Dans cet exemple, vous pouvez voir que le système a besoin d'être mis à jour avec les nouveaux paquets cvs et cupsys qui sont récupérés depuis l'archive de mises à jour de sécurité de Woody. Si vous voulez comprendre pourquoi de tels paquets sont nécessaires, vous devriez aller à http://security.debian.org et vérifier quelles alertes de sécurité Debian (DSA) ont été récemment publiées concernant ces paquets. Dans ce cas, les DSA concernées sont DSA-233 (pour cvs) et DSA-232 (pour cupsys).

Remarquez que vous devrez redémarrer votre système s'il y a eu une mise à jour du noyau.


9.1.2.2 Vérifier les mises à jour sur la station de travail

Depuis Debian 4.0 Lenny, Debian fournit et installe par défaut update-notifier. C'est une application GNOME qui est lancée lors de l'ouverture de la session et qui peut être utilisée pour faire le suivi des mises à jour disponibles pour votre système et les installer. Il le fait en utilisant le paquet update-manager.

Pour un système stable, les mises à jour sont seulement disponibles quand un correctif de sécurité est disponible ou pour les versions intermédiaires. En conséquence, si le système est configuré correctement pour recevoir les mises à jour de sécurité tel que décrit dans Faire une mise à jour de sécurité, Section 4.2 et que vous avez une tâche cron qui met à jour les informations sur les paquets, vous serez averti par une icône dans l'espace de notification du bureau.

La notification n'est pas intrusive et les utilisateurs ne sont pas forcés d'installer les mises à jour. Depuis l'icône de notification, un utilisateur du bureau (avec le mot de passe administrateur) peut accéder à une interface simple et voir les mises à jour disponibles puis de les installer.

Cette application fonctionne en consultant la base de données des paquets et en la comparant avec le système. Si cette base de données est mise à jour régulièrement par une tâche cron, alors son contenu sera plus récent que les paquets installés sur le système et l'application pourra vous avertir.

Apt installe une telle tâche cron (/etc/cron.d/apt) qui s'exécutera selon la configuration d'APT (plus spécifiquement APT::Periodic).
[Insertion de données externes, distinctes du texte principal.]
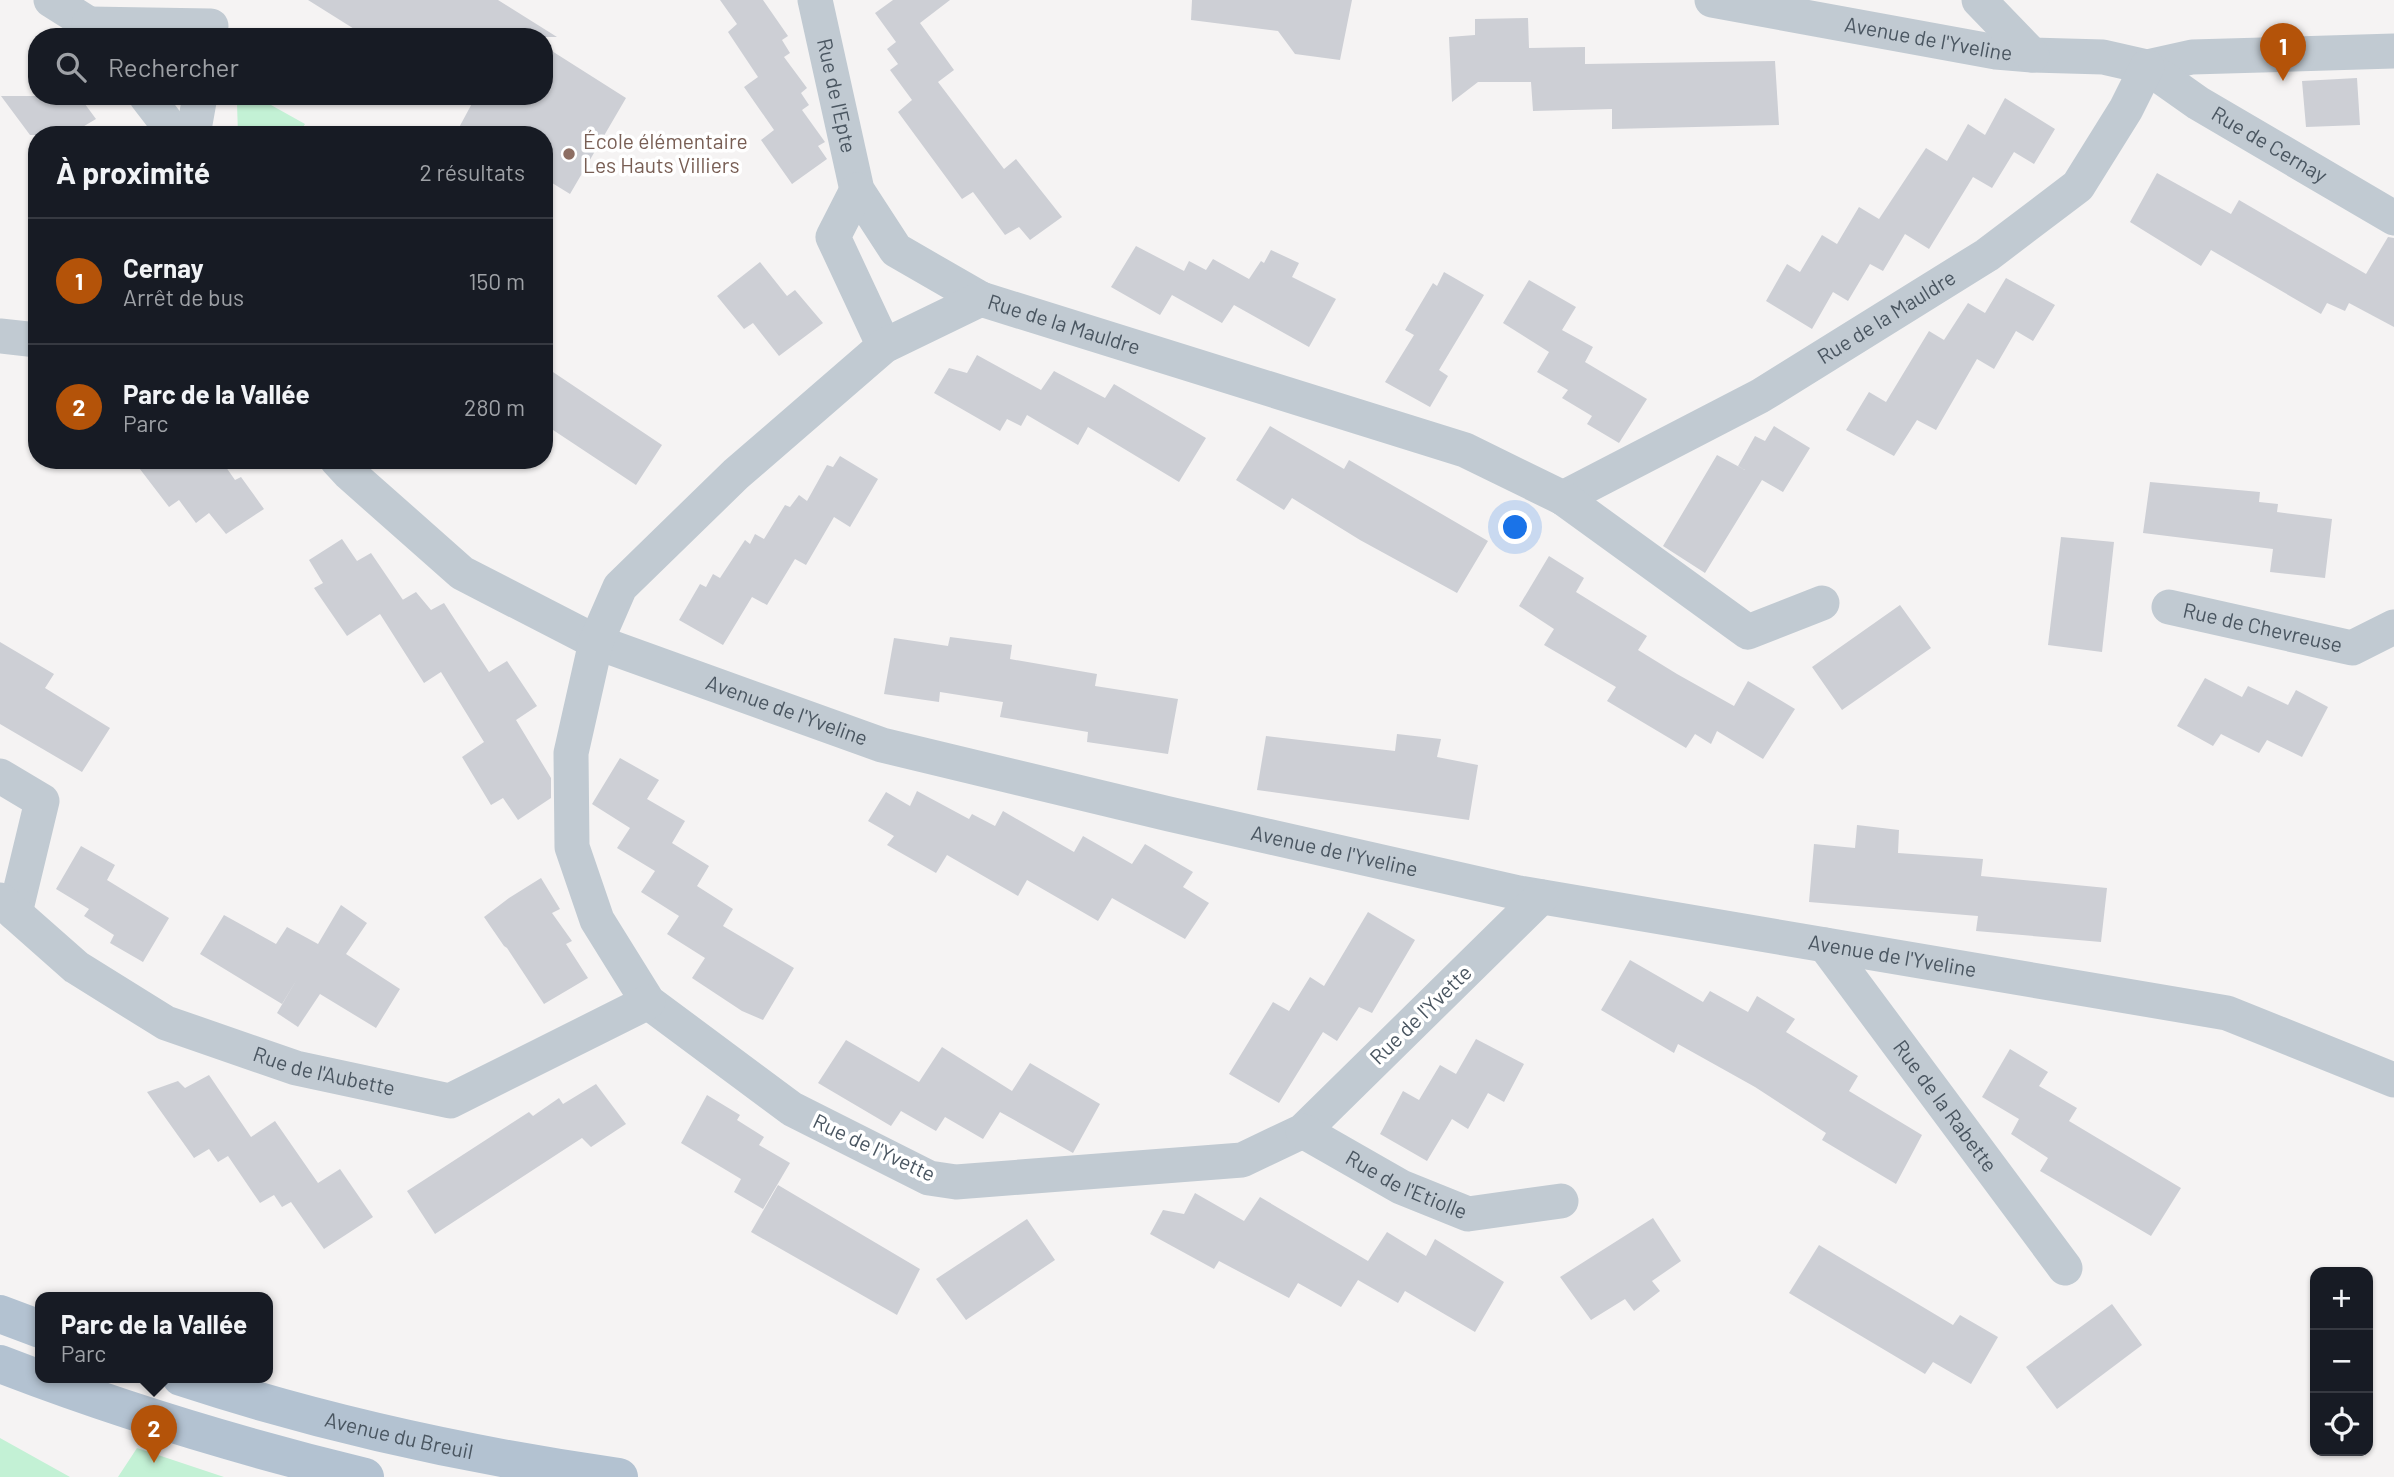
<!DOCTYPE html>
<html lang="fr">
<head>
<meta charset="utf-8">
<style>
	body { margin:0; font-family:Barlow,sans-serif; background:#242831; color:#f1f3f6 }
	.controls { position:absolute; right:21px; bottom:21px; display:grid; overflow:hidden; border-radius:14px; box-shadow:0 2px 5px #0004 }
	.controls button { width:63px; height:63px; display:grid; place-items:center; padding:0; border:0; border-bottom:2px solid #363941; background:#171b24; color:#f1f3f6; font:35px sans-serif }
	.you { position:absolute; left:1516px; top:528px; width:24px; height:24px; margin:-18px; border:5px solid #fff; border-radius:50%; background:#1a73e8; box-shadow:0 0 0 10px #1a73e833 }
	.badge { display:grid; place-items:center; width:46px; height:46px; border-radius:50%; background:#b45309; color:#fff; font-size:23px; font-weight:700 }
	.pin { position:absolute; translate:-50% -58px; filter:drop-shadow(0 2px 4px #0008) }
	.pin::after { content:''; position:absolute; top:37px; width:24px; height:21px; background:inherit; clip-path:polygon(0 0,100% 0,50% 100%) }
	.popup { position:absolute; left:35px; top:1292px; width:238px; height:91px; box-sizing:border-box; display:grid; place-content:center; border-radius:14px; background:#171b24; filter:drop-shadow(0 2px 5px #0005); font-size:23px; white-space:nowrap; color:#9ea1a6 }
	.popup b { font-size:26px; color:#f1f3f6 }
	.popup::after { content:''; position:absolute; left:50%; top:100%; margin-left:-14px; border:14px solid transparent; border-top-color:#171b24 }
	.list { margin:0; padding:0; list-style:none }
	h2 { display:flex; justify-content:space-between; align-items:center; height:91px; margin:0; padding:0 28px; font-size:30px }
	h2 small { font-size:23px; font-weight:400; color:#9ea1a6 }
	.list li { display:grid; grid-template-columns:46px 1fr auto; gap:21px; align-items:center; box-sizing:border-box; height:126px; padding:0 28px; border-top:2px solid #363941 }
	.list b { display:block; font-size:26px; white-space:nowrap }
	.list p { margin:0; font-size:23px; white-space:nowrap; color:#9ea1a6 }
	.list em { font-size:23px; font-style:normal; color:#9ea1a6 }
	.icon { flex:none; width:38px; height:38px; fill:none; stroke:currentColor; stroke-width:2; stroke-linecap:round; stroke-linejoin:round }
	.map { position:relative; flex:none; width:2394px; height:1477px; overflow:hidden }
	.search { position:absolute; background:#171b24; box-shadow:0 2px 5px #0004; left:28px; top:28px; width:525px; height:77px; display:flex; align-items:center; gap:18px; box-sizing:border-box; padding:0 24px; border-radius:28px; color:#9ea1a6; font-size:26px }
	.panel { position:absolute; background:#171b24; box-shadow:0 2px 5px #0004; left:28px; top:126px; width:525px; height:343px; border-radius:28px }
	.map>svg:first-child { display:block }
	.green { fill:#c3f1d5 }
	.building { fill:#cdcfd5 }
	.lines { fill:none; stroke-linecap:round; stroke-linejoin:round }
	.street { stroke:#c1cad2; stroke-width:35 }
	.primary { stroke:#b3c2d1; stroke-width:38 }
	.education-dot { fill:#8d6e63; stroke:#fff; stroke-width:2.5 }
	.labels { text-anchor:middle; stroke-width:7; stroke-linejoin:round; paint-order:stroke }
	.street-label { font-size:21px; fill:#4a5661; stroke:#fff }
	.education-label { font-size:21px; fill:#785e54; stroke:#fff; text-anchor:start }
</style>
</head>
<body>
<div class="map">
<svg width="2394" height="1477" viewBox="0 0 2394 1477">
	<rect width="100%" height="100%" fill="#f5f3f3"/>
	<path class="green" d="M237,103L271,105L305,124L298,135H238Z
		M0,1438L70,1477H0Z
		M137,1448L224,1477H118Z"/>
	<path class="building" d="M308,0H498L557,37H367Z
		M720,0H763L788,36L782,40L790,53L784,57L807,88L801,93L809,105L802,110L825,142L818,146L827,159L792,184L761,140L774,130L744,87L758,77L728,32L737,24Z
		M893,0H950L920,23L954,70L938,82L1004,169L1016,159L1062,217L1030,240L1019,227L1005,235L973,192L962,199L898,112L912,100L890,70L898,64L887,49L896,42L875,13Z
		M1192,0H1352L1340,60L1295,54L1278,31L1191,20Z
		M1528,18L1529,48L1585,47V64L1775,61L1779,125L1612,129V109L1533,111L1531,82H1478L1452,102L1449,37L1475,35V19Z
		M544,46L626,98L570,194L544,178V135H455L476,96H544Z
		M2357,78L2360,125L2306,127L2302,81Z
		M1,96H79L96,119L69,135H30Z
		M2005,98L2055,129L2034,164L2014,152L1992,188L1973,177L1929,249L1905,234L1883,271L1870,264L1848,301L1833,292L1812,329L1766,301L1787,264L1800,272L1822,235L1837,244L1859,207L1879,219L1926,148L1947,161L1968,124L1985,135Z
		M2157,173L2231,214L2239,200L2366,274L2388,237L2394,238V327L2349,303L2345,311L2327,303L2321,314L2211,250L2201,266L2130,222Z
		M1136,246L1184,271L1189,261L1206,270L1213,259L1249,279L1261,261L1264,263L1271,250L1299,263L1292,277L1336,299L1309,347L1234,305L1222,323L1172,295L1160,315L1111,287Z
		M760,262L787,296L795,290L823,323L779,356L753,323L744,329L717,296Z
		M1444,272L1484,295L1439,370L1448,376L1430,407L1385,382L1414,335L1405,330L1433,283L1437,286Z
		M2006,278L2055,305L2033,341L2016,331L1994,369L1977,359L1936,430L1917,420L1894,456L1846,430L1869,392L1886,402L1929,331L1944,340L1968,303L1985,313Z
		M1529,280L1576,307L1562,330L1593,347L1585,362L1647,399L1619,443L1587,424L1592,416L1562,398L1568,390L1537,372L1549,352L1503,323Z
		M977,355L1041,390L1054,371L1105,398L1114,384L1206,438L1179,482L1088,427L1078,445L1027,415L1021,426L1007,419L1000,431L934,393L949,368L967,373Z
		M544,366L662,445L636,485L544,424Z
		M1270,426L1344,469L1349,460L1488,541L1457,593L1360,540L1292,498L1284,510L1236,480Z
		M1774,426L1810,448L1783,492L1762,480L1705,573L1663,546L1717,455L1745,470L1738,466L1755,436L1765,441Z
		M840,456L878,479L850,527L834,517L806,565L795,559L767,605L752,597L723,645L679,620L700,584L706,587L713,574L720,578L745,540L750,544L755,534L764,539L785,505L790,507L799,495L807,501L827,465L833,467Z
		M133,460H221L235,480L241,477L264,509L226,534L209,513L196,523L179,500L169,507Z
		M2150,482L2260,492L2259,502L2278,504L2277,512L2332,519L2325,578L2270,572L2273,549L2143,533Z
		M2061,537L2114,542L2102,652L2048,645Z
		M342,539L357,561L371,553L403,600L399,602L416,592L431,610L444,603L489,672L507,661L537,706L516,720L551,778V798L518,820L503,798L491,805L462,757L484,742L441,672L424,683L380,614L347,636L314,588L323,583L309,560Z
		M1549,556L1584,578L1576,592L1647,636L1638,650L1677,674L1734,706L1748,681L1795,709L1763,759L1717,731L1711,744L1695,734L1686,748L1607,701L1616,687L1544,645L1554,629L1519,606Z
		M1900,605L1931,648L1842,710L1812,667Z
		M950,637L1012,645L1010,659L1097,674L1095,686L1178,699L1168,754L1087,742L1088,732L1000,717L1003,702L940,692L939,702L884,694L894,638L948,646Z
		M0,642L54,674L45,688L110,728L82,772L0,724Z
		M2205,678L2242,697L2248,686L2288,705L2296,690L2328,707L2302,757L2267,740L2259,753L2221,734L2213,746L2177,726Z
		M1397,734L1441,739L1437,757L1478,765L1469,820L1257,790L1266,736L1395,751Z
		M620,758L659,780L647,799L685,821L672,843L709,866L697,886L733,909L723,926L794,968L763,1020L742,1011L692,978L705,958L667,934L679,916L641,892L655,871L617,848L630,828L592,804Z
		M917,791L969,819L972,814L995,826L1003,811L1074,852L1083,836L1132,864L1145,844L1193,872L1183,887L1209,903L1185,939L1112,898L1098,921L1027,880L1018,896L947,855L936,873L887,845L894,836L868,821L886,792L910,806Z
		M1857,825L1899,830L1898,853L1983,859L1981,876L2107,888L2101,942L1976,931L1978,916L1809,902L1814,844L1855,848Z
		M81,846L115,865L107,880L169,918L143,962L110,943L114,935L84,916L89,909L56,889Z
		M541,878L560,909L552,913L572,941L566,944L588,978L544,1004L507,948L504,946L484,917L509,898Z
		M341,905L367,923L346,954L400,989L376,1028L320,994L298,1027L277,1013L297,979L282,1004L200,954L224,915L276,944L287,927L318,944Z
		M1368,912L1415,940L1372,1013L1359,1007L1337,1041L1323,1032L1279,1103L1229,1074L1273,1002L1289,1011L1310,977L1324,986Z
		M1630,960L1703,1002L1710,991L1748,1012L1757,996L1795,1019L1786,1032L1858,1076L1849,1091L1922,1135L1896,1184L1822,1140L1826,1133L1755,1087L1678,1044L1674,1053L1601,1010Z
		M1476,1039L1524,1064L1504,1102L1488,1093L1468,1129L1452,1119L1427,1161L1380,1134L1403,1091L1419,1100L1440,1065L1456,1074Z
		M846,1040L919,1082L942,1047L1012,1091L1030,1063L1100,1104L1073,1153L1000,1112L983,1139L945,1117L936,1131L901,1111L891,1126L818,1083Z
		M2010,1049L2048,1072L2039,1086L2077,1108L2069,1121L2181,1188L2151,1236L2040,1171L2048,1158L2011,1134L2019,1119L1982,1097Z
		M209,1075L251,1137L275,1121L318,1183L340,1169L373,1217L324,1249L291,1202L282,1207L274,1195L260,1203L228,1156L218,1162L209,1149L194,1158L147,1092L178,1081L185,1088Z
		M596,1084L626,1124L591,1147L582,1138L435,1234L407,1191L529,1112L533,1116L559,1098L563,1104Z
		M707,1095L740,1115L737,1120L764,1137L759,1145L790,1163L763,1209L734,1192L741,1179L681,1143Z
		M778,1185L920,1269L897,1315L751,1232Z
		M1195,1193L1244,1221L1260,1197L1368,1261L1387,1232L1426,1256L1435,1239L1504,1282L1475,1332L1405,1291L1398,1303L1358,1280L1341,1307L1298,1283L1289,1298L1219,1261L1214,1269L1150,1234L1163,1210L1184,1214Z
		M1653,1218L1681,1261L1652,1281L1660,1291L1634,1311L1625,1299L1591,1320L1560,1277Z
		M1027,1219L1055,1260L966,1320L936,1279Z
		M1819,1245L1953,1325L1960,1315L1998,1337L1971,1384L1933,1362L1925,1374L1789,1293Z
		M2112,1304L2142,1345L2057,1409L2026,1367Z"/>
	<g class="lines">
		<g class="street">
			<path d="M51,0L89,24L99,37"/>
			<path id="s1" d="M815,0L857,190L896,250L981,299"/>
			<path id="s2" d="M1712,0L1996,52L2032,55L2103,57L2147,67L2192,57L2394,51"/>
			<path d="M1979,0L2032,55"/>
			<path d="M89,24L211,26"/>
			<path id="s3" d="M2147,67L2198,103L2394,218"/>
			<path d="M146,96L176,135"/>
			<path d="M193,135L200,96"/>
			<path d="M857,190L833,237L884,346"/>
			<path d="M0,336L37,340"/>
			<path id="s4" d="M337,460L349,473L462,573L596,642L882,745L1169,814L1519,893L2227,1013L2394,1080"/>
			<path id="s5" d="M1563,498L1760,396L1987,255L2078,186L2126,109L2147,67"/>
			<path id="s6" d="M2169,607L2352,648L2394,627"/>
			<path d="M0,776L42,801L15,913"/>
			<path id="s7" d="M1541,897L1303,1131L1242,1160L956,1182L929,1178L792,1109L648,1002L597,920L572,847L571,753L596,642L620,587L736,474L884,346L981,299L1465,450L1563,498L1748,632L1822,603"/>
			<path id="s8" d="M0,900L76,967L166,1023L296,1068L450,1101L648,1002"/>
			<path id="s9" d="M1825,945L2065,1268"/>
			<path id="s10" d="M1303,1131L1401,1187L1468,1214L1561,1201"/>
		</g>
		<g class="primary">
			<path d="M0,1314L40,1329"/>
			<path d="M0,1364C119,1410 242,1447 365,1477"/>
			<path id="s11" d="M181,1377C324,1424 471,1456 619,1477"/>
		</g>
	</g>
	<circle class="education-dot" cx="569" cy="154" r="7"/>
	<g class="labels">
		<g class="street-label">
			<text dy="7" stroke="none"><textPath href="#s2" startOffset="220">Avenue de l'Yveline</textPath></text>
			<text dy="7" stroke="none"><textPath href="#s1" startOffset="98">Rue de l'Epte</textPath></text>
			<text dy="7" stroke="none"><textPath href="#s3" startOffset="145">Rue de Cernay</textPath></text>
			<text dy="7" stroke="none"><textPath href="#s5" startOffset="371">Rue de la Mauldre</textPath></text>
			<text dy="7" stroke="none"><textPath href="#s7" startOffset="2042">Rue de la Mauldre</textPath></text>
			<text dy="7" stroke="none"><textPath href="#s6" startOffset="96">Rue de Chevreuse</textPath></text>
			<text dy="7" stroke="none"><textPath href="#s4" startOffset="522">Avenue de l'Yveline</textPath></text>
			<text dy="7" stroke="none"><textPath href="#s4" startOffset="1088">Avenue de l'Yveline</textPath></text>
			<text dy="7" stroke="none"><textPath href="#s4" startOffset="1656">Avenue de l'Yveline</textPath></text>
			<text transform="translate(1421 1015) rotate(-44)" y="7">Rue de l'Yvette</text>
			<text dy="7" stroke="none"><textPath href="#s8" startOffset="373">Rue de l'Aubette</textPath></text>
			<text dy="7" stroke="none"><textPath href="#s9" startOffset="201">Rue de la Rabette</textPath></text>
			<text transform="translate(874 1148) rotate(25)" y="7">Rue de l'Yvette</text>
			<text dy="7" stroke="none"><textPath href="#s10" startOffset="117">Rue de l'Etiolle</textPath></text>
			<text dy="7" stroke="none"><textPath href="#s11" startOffset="226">Avenue du Breuil</textPath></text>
		</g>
		<g class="education-label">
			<text x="583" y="149">École élémentaire<tspan x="583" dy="24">Les Hauts Villiers</tspan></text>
		</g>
	</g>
</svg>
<div class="controls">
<button>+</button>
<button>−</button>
<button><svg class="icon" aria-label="locate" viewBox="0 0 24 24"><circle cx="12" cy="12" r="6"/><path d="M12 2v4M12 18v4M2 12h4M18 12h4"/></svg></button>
</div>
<div class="you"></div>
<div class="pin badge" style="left:2283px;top:81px">1</div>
<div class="pin badge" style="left:154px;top:1463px">2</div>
<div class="popup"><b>Parc de la Vallée</b>Parc</div>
<div class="search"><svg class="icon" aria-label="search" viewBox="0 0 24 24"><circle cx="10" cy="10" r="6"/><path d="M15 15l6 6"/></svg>Rechercher</div>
<section class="panel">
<h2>À proximité<small>2 résultats</small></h2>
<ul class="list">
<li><span class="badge">1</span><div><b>Cernay</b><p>Arrêt de bus</p></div><em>150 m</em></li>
<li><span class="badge">2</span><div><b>Parc de la Vallée</b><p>Parc</p></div><em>280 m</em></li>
</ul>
</section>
</div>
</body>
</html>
Dans l'environnement GNOME, la valeur de la configuration peut être ajustée dans le menu Système > Administration > Sources de mise à jour > Updates, ou en exécutant /usr/bin/software-properties.

Si le système télécharge quotidiennement la liste des paquets, mais ne télécharge pas les paquets eux-mêmes, votre fichier /etc/apt/apt.conf.d/10periodic devrait ressembler à ceci :

     APT::Periodic::Update-Package-Lists "1";
     APT::Periodic::Download-Upgradeable-Packages "0";

Vous pouvez utiliser une tâche cron différente, comme celle installée par cron-apt (voir Vérifier automatiquement les mises à jour avec cron-apt, Section 9.1.2.3). Vous pouvez aussi simplement vérifier manuellement les mises à jour en utilisant cette application.

Les utilisateurs de l'environnement KDE préféreront probablement installer à la place adept et adept-notifier. Ils fournissent des fonctionnalités similaires, mais ils ne sont pas installés par défaut.


9.1.2.3 Vérifier automatiquement les mises à jour avec cron-apt

Une autre méthode pour des mises à jour de sécurité automatique est l'utilisation de cron-apt. Ce paquet fournit un outil pour mettre à jour le système à intervalles réguliers (en utilisant une tâche cron). Par défaut, il va simplement mettre à jour la liste des paquets et télécharger les nouveaux paquets. Il peut également être configuré pour envoyer un courriel à l'administrateur système.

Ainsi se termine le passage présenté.